September 05, 2019
by Dan Abel
Here's a real life tale of how we used Application Monitoring, Observability and Graceful Degradation to be able to ship fast but also catch and fix mistakes without letting our users down.
In it we take a look at safe failure states and complementing metrics with supporting data and how we use them to solve real issues.
Everything was fine and normal on Tes.com. Things got shipped. But then things always got shipped - we ship a lot.
The team that looks after the AAA services got an alert in their chat room. Something was up with our log-in service. Indications were that there was a fault on the log-in page.
The first question we always have to ask is: 'how is this issue affecting our users?' The good news was that in this case it wasn’t.

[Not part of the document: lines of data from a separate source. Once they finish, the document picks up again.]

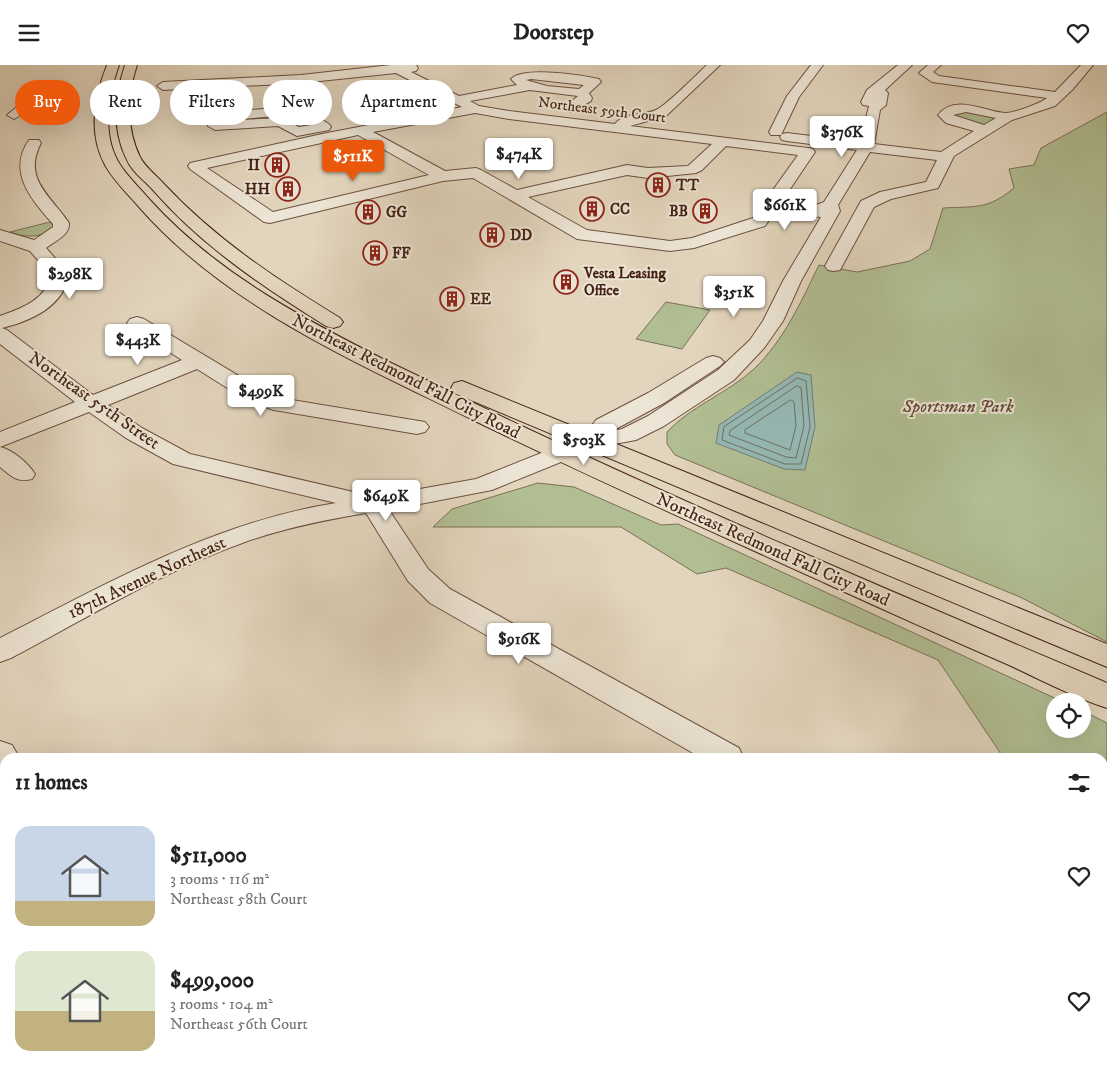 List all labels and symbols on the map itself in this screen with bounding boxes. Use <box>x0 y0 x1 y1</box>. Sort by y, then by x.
street label: Northeast 59th Court <box>537 93 667 127</box>
pin: $376K <box>807 116 877 158</box>
pin: $474K <box>484 137 554 180</box>
pin: $511K <box>318 139 388 182</box>
building icon: II <box>264 152 290 178</box>
place label: II <box>248 156 260 175</box>
building icon: TT <box>645 172 671 198</box>
building icon: HH <box>275 176 301 202</box>
place label: TT <box>675 176 700 195</box>
place label: HH <box>245 180 270 199</box>
pin: $661K <box>750 189 820 231</box>
building icon: CC <box>579 196 605 222</box>
building icon: BB <box>692 198 718 224</box>
building icon: GG <box>355 199 381 225</box>
place label: CC <box>610 200 630 219</box>
place label: BB <box>669 202 688 221</box>
place label: GG <box>386 203 407 222</box>
building icon: DD <box>479 222 505 248</box>
place label: DD <box>510 226 532 245</box>
building icon: FF <box>362 240 388 266</box>
place label: FF <box>392 244 411 263</box>
pin: $298K <box>35 257 105 300</box>
place label: Vesta Leasing Office <box>583 264 666 300</box>
building icon: Vesta Leasing Office <box>553 269 579 295</box>
pin: $351K <box>699 275 769 318</box>
building icon: EE <box>439 286 465 312</box>
place label: EE <box>470 290 492 309</box>
street label: Northeast Redmond Fall City Road <box>288 310 524 444</box>
pin: $443K <box>103 323 173 366</box>
street label: Northeast 55th Street <box>24 347 164 455</box>
pin: $499K <box>226 375 296 417</box>
park label: Sportsman Park <box>902 396 1014 418</box>
pin: $503K <box>549 423 619 466</box>
pin: $649K <box>351 479 421 522</box>
street label: Northeast Redmond Fall City Road <box>653 488 893 612</box>
street label: 187th Avenue Northeast <box>65 532 230 624</box>
pin: $916K <box>484 623 554 665</box> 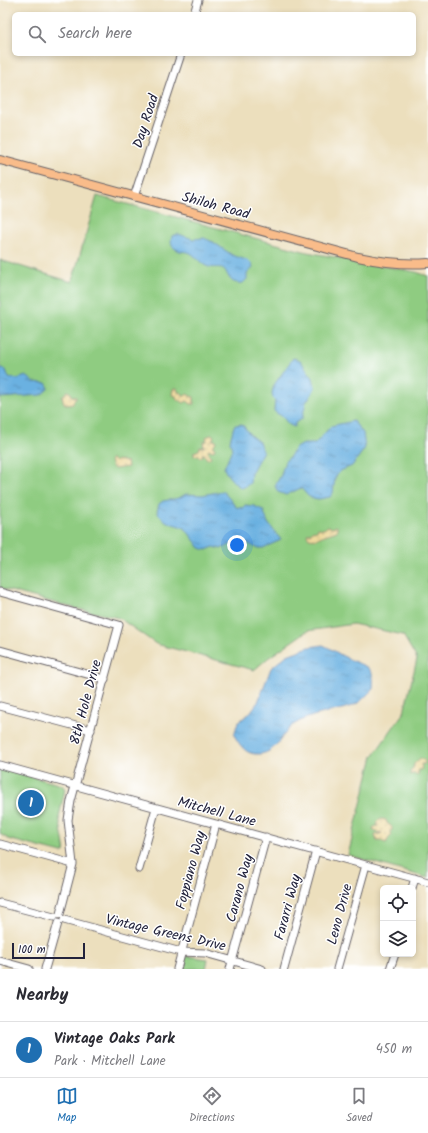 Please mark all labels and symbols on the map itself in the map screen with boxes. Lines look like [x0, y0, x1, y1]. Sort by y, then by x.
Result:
street label: Day Road [127, 90, 165, 151]
street label: Shiloh Road [179, 186, 253, 226]
your location [227, 535, 247, 555]
street label: 8th Hole Drive [64, 657, 108, 747]
pin: 1 [18, 788, 44, 818]
street label: Mitchell Lane [175, 791, 259, 833]
street label: Foppiano Way [170, 828, 212, 912]
street label: Carano Way [220, 851, 260, 925]
street label: Fararri Way [269, 871, 307, 943]
street label: Leno Drive [321, 881, 359, 947]
street label: Vintage Greens Drive [103, 908, 229, 958]
scale bar [12, 941, 85, 960]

Our log-in pages are the gateway to our products, and they need to be reliable. Not only do they need to keep people out who shouldn’t have access, they need to be consistent in letting people in, even when we have issues. Because of this, we’ve put some thinking into their operation, and have fallbacks in place.
We absolutely test our code before we ship it, but we acknowledge that we value the feedback from getting software into users' hands, more than we get from testing every permutation and waiting to ship.
When software is only really tested when it comes into contact with users, we need to use monitoring to tell us of problems. Monitoring is not enough though, we also need safe failure states, to allow us to offer services even when things go wrong.
Our approach to monitoring is usually to check that users are able to reach their goal. To do that we monitor that the rate of log-ins does not drop significantly. If our degraded service works, then this should not change.
So how do we know we had a problem? We expected something like this to happen. We also monitored the rate of use of the HTML log-ins - and alerted when there was a sharp rise.
The second question we ask is how is this issue arising from our software (and what’s the fix?)
From our instrumentation and logs, I could see when the issue started, and that it coincided with a release. This made it simple to find the code change, but I still did not know what was broken. It was only a problem for a percentage of our users, so I needed to be crafty to find it.
I don’t like bare metrics - they might indicate what is occurring but they don’t provide any of the 'why'. I like to log additional data when I send a metrics tick to provide the supporting information to allow the metrics to drive us forward.
The great news was that we record browser fingerprints when people log-in. I could filter that for users using the bare HTML log-in. I could then parse the user agent, and from there it was a small step to reproduce the broken site on the right browser and get a fix shipped.
Shipping small changes often has many advantages, but testing in Production ain't for free.
Use these and you can keep fixing your problems as you go. Keeping shipping and keeping your users happy.